Un bufete centrado en la atención sanitaria
La cirugía torácica, que incluye intervenciones en el corazón, los pulmones, el esófago y otras estructuras del tórax, conlleva un riesgo considerable incluso en las mejores circunstancias. Cuando un error del cirujano durante un bypass coronario, una reparación de una válvula cardíaca o una esofagectomía convierte una afección tratable en una lesión que altera la vida del paciente, las consecuencias pueden ser devastadoras.
Si usted o un ser querido sufrió daños inesperados tras una intervención cardiotorácica, es posible que se pregunte si lo ocurrido era realmente inevitable. Esa pregunta merece una respuesta clara y sincera. Como bufete especializado en negligencia médica de cirujanos torácicos, Texas se dedica exclusivamente a casos de negligencia médica y cuenta con los recursos médicos y legales necesarios para evaluar qué fue lo que falló. Contáctenos para una consulta gratuita y confidencial revisión del caso para que podamos explicarle las opciones que tiene.
Errores comunes cometidos por los cirujanos torácicos
Los errores en la cirugía torácica suelen consistir en fallos evitables, como operar en la zona equivocada, cortar accidentalmente arterias o nervios cercanos, dejar objetos extraños dentro de la cavidad torácica o no controlar eficazmente las hemorragias postoperatorias. Estos errores pueden producirse durante algunas de las intervenciones más complejas de la medicina, como el bypass coronario (CABG), las resecciones de cáncer de pulmón y las cirugías de cáncer de esófago.
No todos los resultados adversos implican que haya habido negligencia. Sin embargo, en los casos de negligencia médica en cirugía torácica se observan ciertos patrones de error que se repiten con frecuencia. Un abogado especializado en negligencia médica en cirugía torácica evalúa si el daño fue causado por un desviación evitable según los estándares médicos aceptados.

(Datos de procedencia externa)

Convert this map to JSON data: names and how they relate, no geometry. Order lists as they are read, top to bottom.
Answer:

Las categorías de errores más comunes incluyen:
- Errores de precisión quirúrgica. Durante procedimientos como un bypass coronario o un reemplazo valvular, el cirujano puede lacerar accidentalmente la aorta, dañar el esófago o provocar una lesión del nervio frénico, el nervio que controla el diafragma y permite respirar. Una lesión del nervio frénico puede provocar una parálisis parcial o total del diafragma, lo que da lugar a dificultades respiratorias crónicas.
- Objetos quirúrgicos olvidados. Las esponjas, agujas o instrumentos que quedan dentro de la cavidad torácica después de una cirugía se clasifican como objetos quirúrgicos retenidos (OQR), es decir, cualquier material quirúrgico que se deja involuntariamente en el cuerpo de un paciente tras una intervención. La comunidad médica reconoce ampliamente los OQR como “eventos que nunca deben ocurrir”, es decir, incidentes evitables que no deberían producirse bajo ninguna circunstancia. Una investigación publicada por PubMed Central sobre objetos quirúrgicos olvidados respalda la postura de que estos incidentes se pueden prevenir y que los protocolos de recuento asistidos por tecnología pueden reducir significativamente su incidencia.

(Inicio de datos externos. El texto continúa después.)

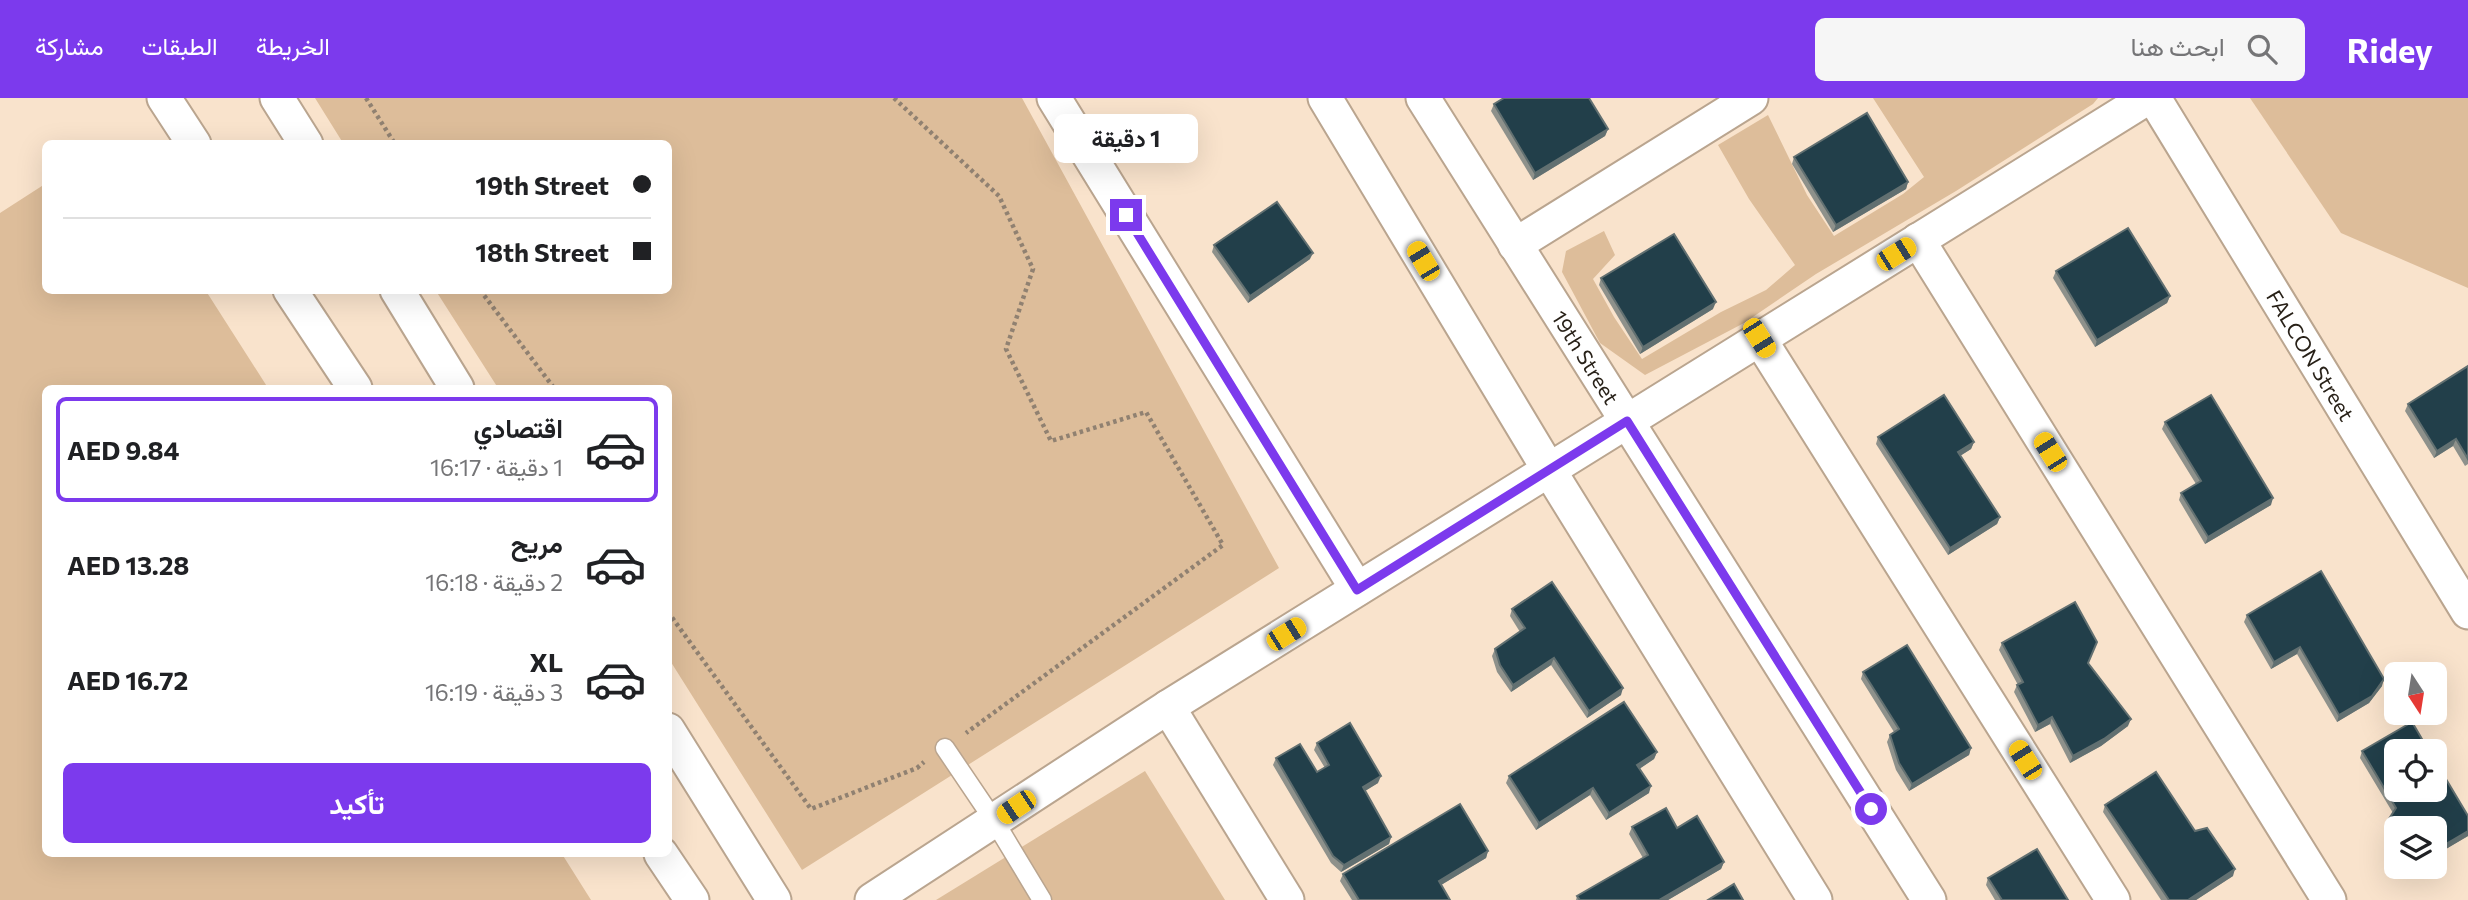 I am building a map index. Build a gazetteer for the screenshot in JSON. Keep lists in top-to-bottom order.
{
  "streets": {
    "street": ["FALCON Street", "19th Street"]
  },
  "north": "bottom",
  "page": {
    "header": "Ridey",
    "search": "ابحث هنا",
    "nav": ["الخريطة", "الطبقات", "مشاركة"],
    "bubble": "1 دقيقة",
    "banner": ["19th Street", "18th Street"],
    "list": [
      {
        "name": "اقتصادي",
        "note": "1 دقيقة · 16:17",
        "value": "AED 9.84"
      },
      {
        "name": "مريح",
        "note": "2 دقيقة · 16:18",
        "value": "AED 13.28"
      },
      {
        "name": "XL",
        "note": "3 دقيقة · 16:19",
        "value": "AED 16.72"
      }
    ],
    "buttons": "تأكيد"
  }
}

- Negligencia posoperatoria. Tras una resección esofágica o pulmonar (la extirpación de tejido enfermo del pulmón), los pacientes requieren un seguimiento minucioso para detectar hemorragias internas, infecciones y fugas anastomóticas. Las fugas anastomóticas son fallos en el punto de unión quirúrgica donde se han unido dos estructuras. Si estas complicaciones no se identifican y tratan a tiempo, pueden provocar sepsis, fallo orgánico o la muerte.
- Errores de anestesia. Una dosificación incorrecta, la falta de control de la función respiratoria durante las intervenciones torácicas o un manejo inadecuado de la ventilación unipulmonar pueden provocar lesiones cerebrales, paro cardíaco u otros daños graves. La ventilación unipulmonar es una técnica en la que el anestesiólogo colapsa un pulmón para facilitar el acceso quirúrgico a la cavidad torácica.

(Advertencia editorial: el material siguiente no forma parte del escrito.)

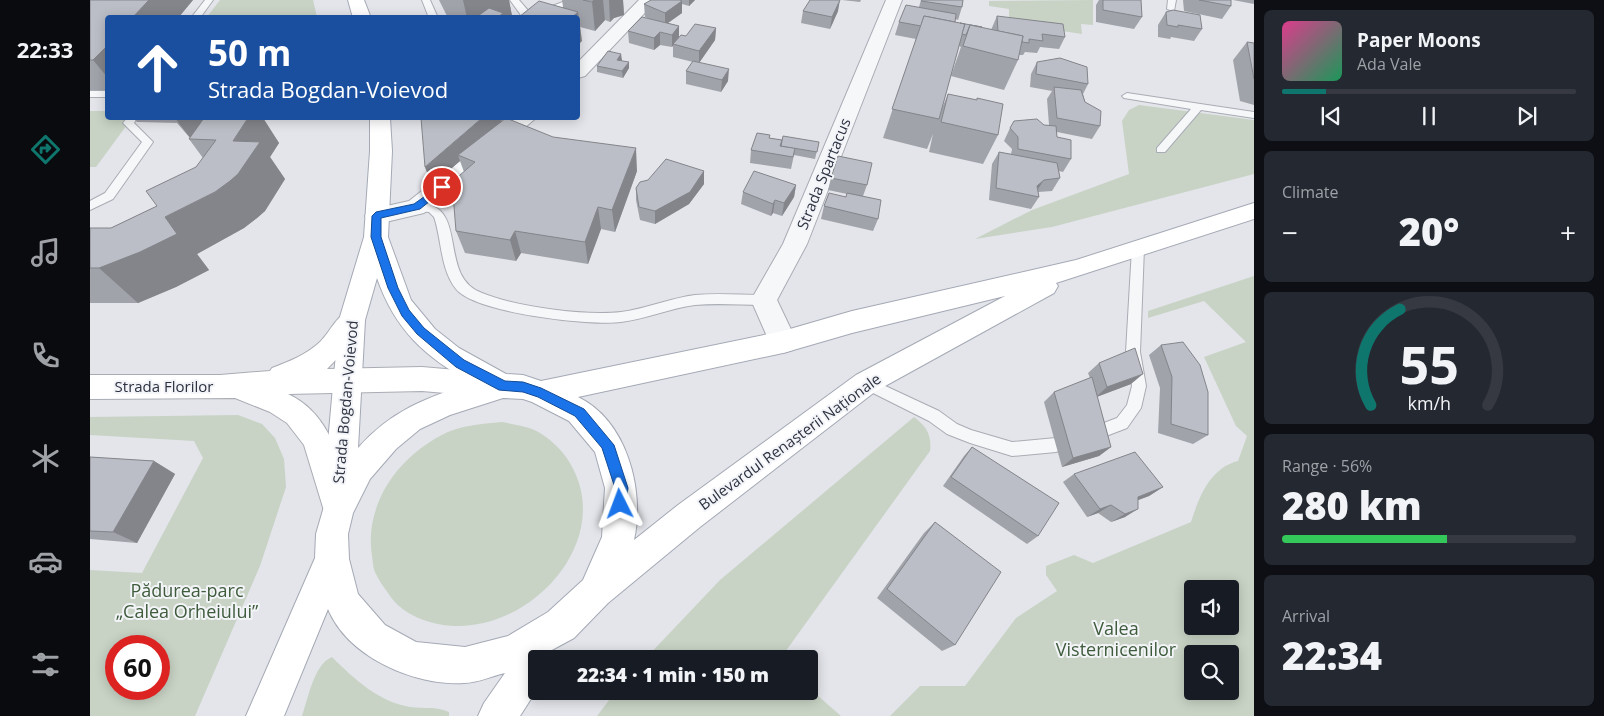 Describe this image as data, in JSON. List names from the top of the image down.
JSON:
{
  "streets": {
    "main road": ["Strada Florilor", "Strada Bogdan-Voievod", "Bulevardul Renașterii Naționale"],
    "street": ["Strada Spartacus"]
  },
  "crossings": [
    ["Strada Florilor", "Strada Bogdan-Voievod"],
    ["Strada Florilor", "Bulevardul Renașterii Naționale"]
  ],
  "parks": ["Pădurea-parc „Calea Orheiului”", "Valea Visternicenilor"],
  "page": {
    "tabs": "22:33",
    "turn": ["50 m", "Strada Bogdan-Voievod"],
    "song": ["Paper Moons", "Ada Vale"],
    "tile": [
      "Climate",
      ["Range · 56%", "280 km"],
      ["Arrival", "22:34"]
    ],
    "heat": ["−", "20°", "+"],
    "limit": "60",
    "trip": "22:34 · 1 min · 150 m",
    "gauge": ["55", "km/h"]
  }
}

Cada uno de estos errores deja un rastro claro en los expedientes médicos. Nuestro equipo, que cuenta con enfermeras consultoras internas y exabogados defensores, sabe exactamente dónde buscar.

Distinción entre riesgos quirúrgicos y negligencia susceptible de recurso
Negligencia médica Se produce cuando un cirujano se desvía de la norma de atención aceptada, lo que significa que un cirujano competente, en circunstancias similares, no habría cometido el mismo error. Esto se distingue jurídicamente de un “riesgo conocido” que el paciente comprendió y aceptó antes de la intervención.
Toda cirugía cardiotorácica conlleva riesgos inherentes. Los coágulos sanguíneos, los accidentes cerebrovasculares, las infecciones y la hemorragia posoperatoria (sangrado significativo después de la cirugía) son complicaciones conocidas que pueden producirse incluso cuando el cirujano realiza la intervención de manera impecable. Antes de la intervención, es probable que haya firmado un formulario de consentimiento informado en el que se enumeran estas posibilidades.
Según la Directrices sobre el consentimiento informado del Departamento de Salud y Servicios Humanos de los Estados Unidos, un consentimiento informado adecuado exige que se informe claramente a los pacientes de los riesgos importantes antes de que acepten el tratamiento. El nivel de atención exige a los médicos que sigan protocolos específicos para minimizar estos riesgos.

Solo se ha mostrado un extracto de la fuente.